## Work order
Nothing but the lines holding the string "overflow" should appear in the answer. Copy them from the entries.
__________
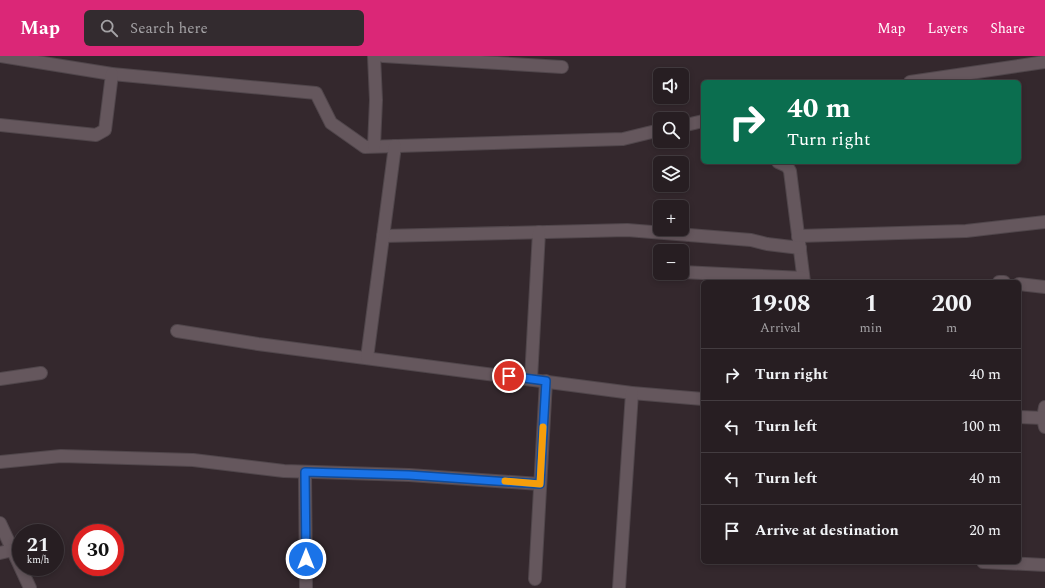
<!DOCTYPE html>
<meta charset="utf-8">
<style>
body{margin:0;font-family:Spectral,serif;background:#332b2f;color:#f1f3f6;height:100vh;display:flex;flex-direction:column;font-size:15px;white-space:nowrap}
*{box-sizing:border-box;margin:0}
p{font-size:13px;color:#a4a2a5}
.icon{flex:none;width:22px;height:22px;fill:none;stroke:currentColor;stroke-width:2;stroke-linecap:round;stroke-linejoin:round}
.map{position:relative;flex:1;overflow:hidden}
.panel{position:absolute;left:701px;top:224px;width:320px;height:284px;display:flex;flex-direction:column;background:#271e22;border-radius:6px;box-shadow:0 2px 6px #0003,0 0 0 1px #433c40}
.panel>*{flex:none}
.banner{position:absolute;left:701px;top:24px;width:320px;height:84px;border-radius:6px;box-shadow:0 2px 6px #0003,0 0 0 1px #433c40;background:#0b6e4f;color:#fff;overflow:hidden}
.buttons{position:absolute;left:653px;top:12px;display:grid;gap:8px}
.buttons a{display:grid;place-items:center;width:36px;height:36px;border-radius:6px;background:#271e22;box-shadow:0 2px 6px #0003,0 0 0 1px #433c40;font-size:20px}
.speed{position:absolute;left:12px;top:468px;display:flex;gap:8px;font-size:20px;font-weight:700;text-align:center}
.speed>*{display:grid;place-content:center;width:52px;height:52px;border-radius:50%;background:#271e22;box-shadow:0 2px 6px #0003,0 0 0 1px #433c40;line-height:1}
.speed small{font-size:10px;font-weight:400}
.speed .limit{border:6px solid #d22;background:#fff;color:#111}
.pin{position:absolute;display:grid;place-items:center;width:34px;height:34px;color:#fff;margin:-17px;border:2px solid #fff;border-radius:50%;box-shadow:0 1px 4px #0007}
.me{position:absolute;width:44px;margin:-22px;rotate:0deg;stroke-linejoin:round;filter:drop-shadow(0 0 3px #0008)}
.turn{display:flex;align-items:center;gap:14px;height:84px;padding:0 20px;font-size:18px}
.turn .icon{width:52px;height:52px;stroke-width:2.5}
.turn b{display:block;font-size:28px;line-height:34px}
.eta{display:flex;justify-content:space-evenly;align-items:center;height:68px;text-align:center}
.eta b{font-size:24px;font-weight:700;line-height:28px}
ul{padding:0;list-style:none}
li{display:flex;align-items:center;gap:12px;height:52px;padding:0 20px;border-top:1px solid #433c40}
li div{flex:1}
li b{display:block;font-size:15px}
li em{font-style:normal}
header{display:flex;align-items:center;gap:24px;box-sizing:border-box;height:56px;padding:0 20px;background:#db2777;color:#fff}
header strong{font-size:19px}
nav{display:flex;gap:22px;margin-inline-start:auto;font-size:14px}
.search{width:280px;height:36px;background:#332b2f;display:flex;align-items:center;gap:10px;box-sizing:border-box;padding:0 14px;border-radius:6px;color:#a4a2a5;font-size:15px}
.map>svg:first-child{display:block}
</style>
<header>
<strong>Map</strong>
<div class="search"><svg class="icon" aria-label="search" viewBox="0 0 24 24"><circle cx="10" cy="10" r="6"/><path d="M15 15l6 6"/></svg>Search here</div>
<nav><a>Map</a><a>Layers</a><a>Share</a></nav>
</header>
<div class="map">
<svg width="1045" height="532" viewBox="0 0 1045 532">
<rect width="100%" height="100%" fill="#34282d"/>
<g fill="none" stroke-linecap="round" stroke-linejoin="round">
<!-- minor casing -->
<g stroke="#50464b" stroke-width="14">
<g id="minor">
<path d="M 0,0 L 112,18 L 316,37 L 331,67 L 365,91 L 623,83 L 660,74"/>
<path d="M 383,0 L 562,11"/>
<path d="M 910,26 L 1045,6"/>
<path d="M 0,69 L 96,79 L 105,74 L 112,18"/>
<path d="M 682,70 L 703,65"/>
<path d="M 374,90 L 376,44 L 374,0"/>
<path d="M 778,106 L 787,110 L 790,115 L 804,226"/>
<path d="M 383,180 L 627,174 L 751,184 L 767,188 L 800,192"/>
<path d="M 798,180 L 966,175 L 1045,166"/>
<path d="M 682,216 L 803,222"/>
<path d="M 999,226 L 1004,226"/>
<path d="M 1019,228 L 1045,231"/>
<path d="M 177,275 L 258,288 L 632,337 L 703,343"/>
<path d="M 367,302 L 395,90"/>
<path d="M 0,323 L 41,317"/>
<path d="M 531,323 L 539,176"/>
<path d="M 1045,351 L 1043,362 L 1045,371"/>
<path d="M 1019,361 L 1043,362"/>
<path d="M 0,406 L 61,400 L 193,404 L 284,415 L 409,419 L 540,428"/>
<path d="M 305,416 L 306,532"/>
<path d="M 0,467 L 30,532"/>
<path d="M 0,497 L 13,494"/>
<path d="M 983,506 L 1045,509"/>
<path d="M 535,523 L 546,325"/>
<path d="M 619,532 L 632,337"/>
</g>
</g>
<!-- minor -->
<use href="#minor" stroke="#65575d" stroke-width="12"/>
</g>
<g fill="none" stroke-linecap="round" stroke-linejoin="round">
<!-- route casing -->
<g stroke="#114b97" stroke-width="10">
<path id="route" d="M 306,503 L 305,416 L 409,419 L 540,428 L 546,325 L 509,320"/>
</g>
<!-- route -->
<use href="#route" stroke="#1a73e8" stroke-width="7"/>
<!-- slow -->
<path stroke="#f59e0b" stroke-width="7" d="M 505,425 L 540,428 L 543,371"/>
</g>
</svg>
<div class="buttons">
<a><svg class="icon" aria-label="sound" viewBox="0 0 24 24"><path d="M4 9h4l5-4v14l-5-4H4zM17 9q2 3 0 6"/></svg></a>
<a><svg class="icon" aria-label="search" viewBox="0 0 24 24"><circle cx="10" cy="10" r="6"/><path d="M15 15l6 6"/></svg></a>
<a><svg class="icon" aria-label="layers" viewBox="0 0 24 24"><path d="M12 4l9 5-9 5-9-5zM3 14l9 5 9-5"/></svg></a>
<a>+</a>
<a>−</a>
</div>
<div class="speed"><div>21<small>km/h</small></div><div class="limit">30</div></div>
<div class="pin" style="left:509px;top:320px;background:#d93025"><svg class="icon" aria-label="arrive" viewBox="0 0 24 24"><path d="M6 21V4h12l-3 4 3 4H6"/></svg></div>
<svg class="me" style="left:306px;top:503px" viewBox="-20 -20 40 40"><circle r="17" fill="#1a73e8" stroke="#fff" stroke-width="3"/><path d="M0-11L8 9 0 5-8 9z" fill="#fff"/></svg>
<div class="banner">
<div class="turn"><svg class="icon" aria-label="right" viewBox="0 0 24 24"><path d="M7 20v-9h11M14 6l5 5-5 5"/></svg><div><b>40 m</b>Turn right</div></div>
</div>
<section class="panel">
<div class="eta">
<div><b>19:08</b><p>Arrival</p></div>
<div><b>1</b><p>min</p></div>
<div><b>200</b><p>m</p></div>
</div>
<ul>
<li><svg class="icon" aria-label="right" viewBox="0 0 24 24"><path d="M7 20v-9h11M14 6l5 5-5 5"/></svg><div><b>Turn right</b></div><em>40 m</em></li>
<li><svg class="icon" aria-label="left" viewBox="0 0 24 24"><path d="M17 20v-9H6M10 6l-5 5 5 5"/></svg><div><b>Turn left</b></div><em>100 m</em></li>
<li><svg class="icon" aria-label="left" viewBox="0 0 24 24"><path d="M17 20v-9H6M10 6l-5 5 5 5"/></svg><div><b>Turn left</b></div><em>40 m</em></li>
<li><svg class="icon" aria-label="arrive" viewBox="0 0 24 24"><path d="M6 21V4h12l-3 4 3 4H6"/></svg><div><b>Arrive at destination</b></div><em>20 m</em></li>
</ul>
</section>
</div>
__________
## Worked solution
.map{position:relative;flex:1;overflow:hidden}
.banner{position:absolute;left:701px;top:24px;width:320px;height:84px;border-radius:6px;box-shadow:0 2px 6px #0003,0 0 0 1px #433c40;background:#0b6e4f;color:#fff;overflow:hidden}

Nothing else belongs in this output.